Additional OCP Networks

Screenshot from https://cloud.redhat.com/blog/using-the-multus-cni-in-openshift

The Openshift documentation describes many different methods to add additional networks to your cluster.  There are lots of options and sometimes these options overlap (many different ways to accomplish same task) and other times, only one method of adding the additional network may be supported based on the type of networking hardware (SR-IOV card is one example) that is being used.

When deciding which method to use, a question you may need to ask yourself is whether the additional networks are only needed for internal communication between two workloads (IE: pods) or if the additional network needs to expose an application to be reachable outside of the cluster.  In the latter-case, exposing the workload can happen via another ingress/route (internal load balancer), a NodePort, external IP resource, or using the MetalLB Operator.

Additional networks can mean defining an additional VLAN on the primary NIC card on a control-plane node (not a common use-case) or using additional NIC cards on the control plane/worker nodes (including SR-IOV cards).  These different NIC cards/networks may have varying characteristics including throughput requirements (1Gbps/10Gbps/etc) and may need to be segmented from other networks (IE: control-plane/upstream/Internet) due to security needs.

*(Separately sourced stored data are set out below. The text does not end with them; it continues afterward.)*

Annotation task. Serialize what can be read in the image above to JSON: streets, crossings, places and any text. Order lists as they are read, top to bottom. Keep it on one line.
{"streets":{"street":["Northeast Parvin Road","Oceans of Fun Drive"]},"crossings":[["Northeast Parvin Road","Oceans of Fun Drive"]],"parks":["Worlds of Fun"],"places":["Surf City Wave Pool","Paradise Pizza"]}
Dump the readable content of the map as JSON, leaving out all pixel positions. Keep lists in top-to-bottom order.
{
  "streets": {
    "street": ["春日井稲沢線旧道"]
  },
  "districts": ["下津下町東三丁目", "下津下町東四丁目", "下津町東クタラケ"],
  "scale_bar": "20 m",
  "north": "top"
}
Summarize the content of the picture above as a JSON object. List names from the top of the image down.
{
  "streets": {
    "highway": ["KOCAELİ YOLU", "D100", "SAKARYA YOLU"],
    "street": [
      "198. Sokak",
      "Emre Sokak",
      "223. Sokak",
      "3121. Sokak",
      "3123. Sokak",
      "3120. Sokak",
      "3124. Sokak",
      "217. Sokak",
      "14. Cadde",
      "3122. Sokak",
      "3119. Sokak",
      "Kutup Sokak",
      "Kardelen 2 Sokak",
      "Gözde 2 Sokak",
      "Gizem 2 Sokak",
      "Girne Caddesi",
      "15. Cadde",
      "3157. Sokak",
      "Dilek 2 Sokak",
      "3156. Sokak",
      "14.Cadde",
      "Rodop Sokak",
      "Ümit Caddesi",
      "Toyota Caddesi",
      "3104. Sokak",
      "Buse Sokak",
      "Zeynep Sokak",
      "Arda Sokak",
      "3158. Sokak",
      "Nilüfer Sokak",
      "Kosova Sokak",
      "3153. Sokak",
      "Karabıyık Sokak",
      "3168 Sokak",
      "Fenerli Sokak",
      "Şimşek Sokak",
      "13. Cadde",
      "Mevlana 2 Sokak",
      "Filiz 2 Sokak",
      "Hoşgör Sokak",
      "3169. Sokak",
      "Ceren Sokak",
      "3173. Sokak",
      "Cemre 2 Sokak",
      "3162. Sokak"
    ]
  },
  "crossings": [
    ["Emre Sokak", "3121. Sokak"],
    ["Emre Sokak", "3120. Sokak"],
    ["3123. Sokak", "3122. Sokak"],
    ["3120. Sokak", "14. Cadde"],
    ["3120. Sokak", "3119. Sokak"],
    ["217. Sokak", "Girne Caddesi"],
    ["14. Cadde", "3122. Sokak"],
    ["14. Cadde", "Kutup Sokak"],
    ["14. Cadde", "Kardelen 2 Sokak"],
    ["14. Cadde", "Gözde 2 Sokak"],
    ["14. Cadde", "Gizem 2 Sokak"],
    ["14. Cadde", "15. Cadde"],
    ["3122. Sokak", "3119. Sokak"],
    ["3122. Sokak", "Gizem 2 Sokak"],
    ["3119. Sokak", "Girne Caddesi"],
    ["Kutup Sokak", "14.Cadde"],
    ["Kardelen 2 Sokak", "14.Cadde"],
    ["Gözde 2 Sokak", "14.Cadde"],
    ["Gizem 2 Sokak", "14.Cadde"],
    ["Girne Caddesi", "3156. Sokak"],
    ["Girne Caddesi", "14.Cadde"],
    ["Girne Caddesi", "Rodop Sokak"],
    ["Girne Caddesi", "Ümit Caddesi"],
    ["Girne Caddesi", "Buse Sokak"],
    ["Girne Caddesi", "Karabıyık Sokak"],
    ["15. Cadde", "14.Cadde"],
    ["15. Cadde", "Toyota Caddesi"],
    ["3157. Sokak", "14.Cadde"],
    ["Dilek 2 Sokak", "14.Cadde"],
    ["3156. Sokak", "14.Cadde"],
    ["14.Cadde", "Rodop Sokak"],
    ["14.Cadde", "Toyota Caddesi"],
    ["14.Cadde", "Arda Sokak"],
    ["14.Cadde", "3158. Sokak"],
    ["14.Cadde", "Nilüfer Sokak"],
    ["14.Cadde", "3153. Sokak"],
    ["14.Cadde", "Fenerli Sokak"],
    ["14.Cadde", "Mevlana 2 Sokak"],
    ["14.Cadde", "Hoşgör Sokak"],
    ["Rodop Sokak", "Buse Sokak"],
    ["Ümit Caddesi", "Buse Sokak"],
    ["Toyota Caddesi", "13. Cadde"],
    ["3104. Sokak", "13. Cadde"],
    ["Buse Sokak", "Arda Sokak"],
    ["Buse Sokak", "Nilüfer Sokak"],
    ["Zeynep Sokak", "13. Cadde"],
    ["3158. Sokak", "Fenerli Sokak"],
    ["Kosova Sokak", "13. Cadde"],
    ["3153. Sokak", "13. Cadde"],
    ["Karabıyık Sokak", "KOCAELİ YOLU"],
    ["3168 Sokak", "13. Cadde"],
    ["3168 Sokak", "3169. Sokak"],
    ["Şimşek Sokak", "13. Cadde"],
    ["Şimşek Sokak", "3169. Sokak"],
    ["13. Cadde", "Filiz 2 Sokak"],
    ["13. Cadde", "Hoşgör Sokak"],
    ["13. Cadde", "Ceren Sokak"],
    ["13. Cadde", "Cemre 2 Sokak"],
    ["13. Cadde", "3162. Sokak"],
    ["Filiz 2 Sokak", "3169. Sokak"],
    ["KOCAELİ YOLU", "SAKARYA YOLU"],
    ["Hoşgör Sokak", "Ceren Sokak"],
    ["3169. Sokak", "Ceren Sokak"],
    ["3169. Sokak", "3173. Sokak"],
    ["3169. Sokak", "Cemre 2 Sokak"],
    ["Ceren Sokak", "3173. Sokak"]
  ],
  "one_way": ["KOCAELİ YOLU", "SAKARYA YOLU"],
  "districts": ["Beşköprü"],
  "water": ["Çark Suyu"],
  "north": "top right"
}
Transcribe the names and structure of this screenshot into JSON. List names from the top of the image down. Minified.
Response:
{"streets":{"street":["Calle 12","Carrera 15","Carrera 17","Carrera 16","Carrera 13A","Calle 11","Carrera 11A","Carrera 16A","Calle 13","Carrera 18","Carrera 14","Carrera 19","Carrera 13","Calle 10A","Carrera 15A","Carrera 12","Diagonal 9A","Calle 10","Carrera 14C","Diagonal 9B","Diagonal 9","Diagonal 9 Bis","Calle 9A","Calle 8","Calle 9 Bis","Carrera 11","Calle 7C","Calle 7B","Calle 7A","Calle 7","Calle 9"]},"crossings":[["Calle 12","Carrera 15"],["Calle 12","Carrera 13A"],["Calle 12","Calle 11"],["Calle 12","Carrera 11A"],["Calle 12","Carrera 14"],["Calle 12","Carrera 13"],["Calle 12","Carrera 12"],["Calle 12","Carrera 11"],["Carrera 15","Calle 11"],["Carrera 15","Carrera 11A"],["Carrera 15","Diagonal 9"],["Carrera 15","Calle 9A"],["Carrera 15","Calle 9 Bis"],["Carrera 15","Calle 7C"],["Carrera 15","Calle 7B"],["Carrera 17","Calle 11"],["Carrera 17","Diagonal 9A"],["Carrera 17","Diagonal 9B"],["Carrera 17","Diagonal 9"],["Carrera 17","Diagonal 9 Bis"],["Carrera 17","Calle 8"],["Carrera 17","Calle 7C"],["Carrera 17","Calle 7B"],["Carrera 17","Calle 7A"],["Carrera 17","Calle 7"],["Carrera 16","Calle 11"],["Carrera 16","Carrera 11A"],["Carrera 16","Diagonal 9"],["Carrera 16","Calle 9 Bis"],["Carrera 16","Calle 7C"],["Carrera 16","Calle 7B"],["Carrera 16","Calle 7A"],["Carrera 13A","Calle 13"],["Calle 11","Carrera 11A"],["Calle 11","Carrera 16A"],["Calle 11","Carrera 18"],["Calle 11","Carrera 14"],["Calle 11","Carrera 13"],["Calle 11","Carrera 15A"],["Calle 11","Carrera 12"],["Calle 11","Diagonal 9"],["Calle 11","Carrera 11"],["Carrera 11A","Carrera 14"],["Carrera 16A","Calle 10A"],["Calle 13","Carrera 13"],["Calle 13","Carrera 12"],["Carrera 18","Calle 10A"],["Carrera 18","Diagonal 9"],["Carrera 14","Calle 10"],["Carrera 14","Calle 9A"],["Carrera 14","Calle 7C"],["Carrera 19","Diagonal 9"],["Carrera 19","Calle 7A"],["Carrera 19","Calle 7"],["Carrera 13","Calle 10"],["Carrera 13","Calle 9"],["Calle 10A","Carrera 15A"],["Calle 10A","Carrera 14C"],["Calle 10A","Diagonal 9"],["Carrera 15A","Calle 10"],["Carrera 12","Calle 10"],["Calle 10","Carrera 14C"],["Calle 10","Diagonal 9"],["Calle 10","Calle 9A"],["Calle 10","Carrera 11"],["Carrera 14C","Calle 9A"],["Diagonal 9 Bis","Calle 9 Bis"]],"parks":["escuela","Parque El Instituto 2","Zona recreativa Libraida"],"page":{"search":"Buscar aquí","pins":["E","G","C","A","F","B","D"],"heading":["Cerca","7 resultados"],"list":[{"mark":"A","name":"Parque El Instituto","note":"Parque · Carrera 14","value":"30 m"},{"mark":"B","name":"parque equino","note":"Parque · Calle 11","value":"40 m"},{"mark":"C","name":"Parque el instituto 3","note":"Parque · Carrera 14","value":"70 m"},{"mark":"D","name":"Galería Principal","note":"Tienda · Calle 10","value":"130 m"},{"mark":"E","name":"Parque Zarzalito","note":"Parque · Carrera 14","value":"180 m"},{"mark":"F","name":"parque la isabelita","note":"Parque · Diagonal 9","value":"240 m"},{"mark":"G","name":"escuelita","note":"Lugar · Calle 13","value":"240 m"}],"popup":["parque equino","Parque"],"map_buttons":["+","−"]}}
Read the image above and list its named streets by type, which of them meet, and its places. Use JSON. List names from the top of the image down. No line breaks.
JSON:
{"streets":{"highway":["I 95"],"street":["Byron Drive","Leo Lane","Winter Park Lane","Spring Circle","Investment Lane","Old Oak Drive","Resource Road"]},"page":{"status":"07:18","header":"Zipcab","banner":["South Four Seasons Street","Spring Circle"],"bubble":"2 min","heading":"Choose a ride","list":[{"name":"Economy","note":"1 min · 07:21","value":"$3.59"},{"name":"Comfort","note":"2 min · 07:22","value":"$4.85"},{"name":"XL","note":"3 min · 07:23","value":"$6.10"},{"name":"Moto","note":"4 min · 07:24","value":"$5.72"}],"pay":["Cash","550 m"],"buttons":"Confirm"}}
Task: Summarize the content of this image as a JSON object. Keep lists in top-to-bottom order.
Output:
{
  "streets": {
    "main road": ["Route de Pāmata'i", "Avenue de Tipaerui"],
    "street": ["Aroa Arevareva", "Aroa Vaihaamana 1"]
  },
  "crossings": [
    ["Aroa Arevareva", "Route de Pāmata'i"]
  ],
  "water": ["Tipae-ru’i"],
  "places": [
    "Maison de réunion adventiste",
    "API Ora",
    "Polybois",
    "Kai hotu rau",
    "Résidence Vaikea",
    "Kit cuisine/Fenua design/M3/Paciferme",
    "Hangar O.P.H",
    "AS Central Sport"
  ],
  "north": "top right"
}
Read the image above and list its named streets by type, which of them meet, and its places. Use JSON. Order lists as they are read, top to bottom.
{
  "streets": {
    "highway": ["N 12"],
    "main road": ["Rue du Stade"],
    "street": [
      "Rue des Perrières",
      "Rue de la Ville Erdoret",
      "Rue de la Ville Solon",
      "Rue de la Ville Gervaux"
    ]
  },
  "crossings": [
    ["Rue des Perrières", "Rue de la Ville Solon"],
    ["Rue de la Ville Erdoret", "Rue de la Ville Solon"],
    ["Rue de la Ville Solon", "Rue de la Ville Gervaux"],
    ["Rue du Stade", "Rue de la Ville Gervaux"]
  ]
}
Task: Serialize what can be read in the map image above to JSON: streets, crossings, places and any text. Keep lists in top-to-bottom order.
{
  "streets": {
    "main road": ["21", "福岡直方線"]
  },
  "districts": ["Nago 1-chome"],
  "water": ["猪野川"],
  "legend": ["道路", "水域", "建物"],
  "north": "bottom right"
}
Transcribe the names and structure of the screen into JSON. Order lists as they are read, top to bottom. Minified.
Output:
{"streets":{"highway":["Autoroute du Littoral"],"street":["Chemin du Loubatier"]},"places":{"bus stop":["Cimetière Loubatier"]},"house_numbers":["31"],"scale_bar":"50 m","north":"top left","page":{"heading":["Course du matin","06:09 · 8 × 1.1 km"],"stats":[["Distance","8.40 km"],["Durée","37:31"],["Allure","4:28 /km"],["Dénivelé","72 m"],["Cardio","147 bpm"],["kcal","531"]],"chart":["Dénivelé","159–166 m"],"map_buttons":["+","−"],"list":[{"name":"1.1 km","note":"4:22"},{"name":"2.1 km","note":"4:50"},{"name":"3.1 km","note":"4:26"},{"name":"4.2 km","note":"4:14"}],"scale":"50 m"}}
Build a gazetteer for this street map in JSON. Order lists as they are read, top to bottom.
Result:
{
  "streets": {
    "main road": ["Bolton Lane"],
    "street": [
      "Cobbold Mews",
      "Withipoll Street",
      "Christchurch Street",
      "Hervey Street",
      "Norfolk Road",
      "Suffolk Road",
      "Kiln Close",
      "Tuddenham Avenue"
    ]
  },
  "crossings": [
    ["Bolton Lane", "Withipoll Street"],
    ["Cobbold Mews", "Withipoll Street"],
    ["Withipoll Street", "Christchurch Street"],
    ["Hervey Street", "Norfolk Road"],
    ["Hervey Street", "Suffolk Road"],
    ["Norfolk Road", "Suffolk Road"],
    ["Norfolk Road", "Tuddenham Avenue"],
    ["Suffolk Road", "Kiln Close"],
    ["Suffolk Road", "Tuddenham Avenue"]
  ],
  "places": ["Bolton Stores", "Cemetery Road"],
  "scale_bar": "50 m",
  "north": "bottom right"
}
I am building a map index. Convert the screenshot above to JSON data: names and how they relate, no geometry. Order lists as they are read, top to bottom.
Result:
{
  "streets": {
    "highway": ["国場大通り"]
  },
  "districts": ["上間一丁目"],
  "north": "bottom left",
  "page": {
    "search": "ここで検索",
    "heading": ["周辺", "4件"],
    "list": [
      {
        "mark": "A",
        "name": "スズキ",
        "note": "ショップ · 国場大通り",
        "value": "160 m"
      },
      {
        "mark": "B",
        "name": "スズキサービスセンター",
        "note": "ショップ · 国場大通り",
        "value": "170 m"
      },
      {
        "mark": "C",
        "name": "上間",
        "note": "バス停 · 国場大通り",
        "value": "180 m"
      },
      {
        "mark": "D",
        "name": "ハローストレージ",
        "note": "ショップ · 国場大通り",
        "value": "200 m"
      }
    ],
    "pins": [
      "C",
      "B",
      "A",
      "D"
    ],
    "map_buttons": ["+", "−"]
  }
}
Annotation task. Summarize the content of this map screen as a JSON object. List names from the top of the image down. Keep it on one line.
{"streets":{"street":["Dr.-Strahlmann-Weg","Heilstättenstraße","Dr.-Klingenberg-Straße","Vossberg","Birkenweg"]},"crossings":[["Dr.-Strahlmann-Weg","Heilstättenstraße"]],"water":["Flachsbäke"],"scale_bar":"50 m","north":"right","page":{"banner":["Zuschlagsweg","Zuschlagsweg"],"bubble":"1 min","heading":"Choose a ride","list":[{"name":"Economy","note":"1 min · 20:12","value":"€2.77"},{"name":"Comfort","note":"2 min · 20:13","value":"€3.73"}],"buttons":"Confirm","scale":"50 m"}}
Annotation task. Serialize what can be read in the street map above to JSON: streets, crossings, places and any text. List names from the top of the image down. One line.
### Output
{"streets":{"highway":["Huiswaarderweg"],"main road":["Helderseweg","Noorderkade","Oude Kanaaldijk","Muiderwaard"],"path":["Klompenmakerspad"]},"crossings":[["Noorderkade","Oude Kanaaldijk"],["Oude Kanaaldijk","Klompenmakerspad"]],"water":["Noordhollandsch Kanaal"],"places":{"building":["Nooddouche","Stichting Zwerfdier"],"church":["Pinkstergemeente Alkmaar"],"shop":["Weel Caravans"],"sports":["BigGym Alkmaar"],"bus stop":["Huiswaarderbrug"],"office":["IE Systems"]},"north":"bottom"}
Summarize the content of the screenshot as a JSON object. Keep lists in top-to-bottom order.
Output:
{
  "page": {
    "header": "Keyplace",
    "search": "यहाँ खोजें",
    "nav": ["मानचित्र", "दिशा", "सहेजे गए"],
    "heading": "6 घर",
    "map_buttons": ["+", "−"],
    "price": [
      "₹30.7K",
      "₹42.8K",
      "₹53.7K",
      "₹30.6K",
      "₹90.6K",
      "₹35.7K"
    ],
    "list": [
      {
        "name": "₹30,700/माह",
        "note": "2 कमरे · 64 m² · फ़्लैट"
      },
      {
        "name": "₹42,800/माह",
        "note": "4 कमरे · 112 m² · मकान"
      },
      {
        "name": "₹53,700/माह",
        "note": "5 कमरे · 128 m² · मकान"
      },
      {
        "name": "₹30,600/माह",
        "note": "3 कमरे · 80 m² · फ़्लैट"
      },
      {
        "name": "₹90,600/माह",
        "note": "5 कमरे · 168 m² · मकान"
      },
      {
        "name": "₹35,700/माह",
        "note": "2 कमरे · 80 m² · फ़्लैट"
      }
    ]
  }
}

The Multus CNI is an umbrella term that is used to describe the attaching of multiple networks to pods.  More information on this can be found at the following link:

GitHub - k8snetworkplumbingwg/multus-cni: A CNI meta-plugin for multi-homed pods in Kubernetes
A CNI meta-plugin for multi-homed pods in Kubernetes - GitHub - k8snetworkplumbingwg/multus-cni: A CNI meta-plugin for multi-homed pods in Kubernetes


I will use some of the official Openshift documentation (OCP 4.10) that describes the different ways additional networks can be implemented throughout this article.

Here is a layout of the information that will be covered:

  1. CNI Plugins that OCP uses for creating the additional networks.
  2. Tooling (operators) that can be used to configure network hardware and networking stack on control-plane/worker nodes to support additional networks on OCP.
  3. Exposing these additional networks outside of cluster
  4. Some exercises based on these concepts

CNI Plugins

First, I will show the different CNI (Container Network Interface) plugins that can be used.

Understanding multiple networks - Multiple networks | Networking | OpenShift Container Platform 4.10

To further explain some of these top concepts some more, here are some of my own definitions:

Bridge- Typically this takes a physical network device (IE: NIC) and turns into a switch.  In a traditional sense , the bridge can be used to host multiple virtual machines (IE: Libvirt/KVM).  This same concept appliesin the container-world allowing OCP pods to connect to this bridge.  Two modes of attaching pods to this bridge are supported in OCP (either ipvlan or macvlan).  More on these two terms next.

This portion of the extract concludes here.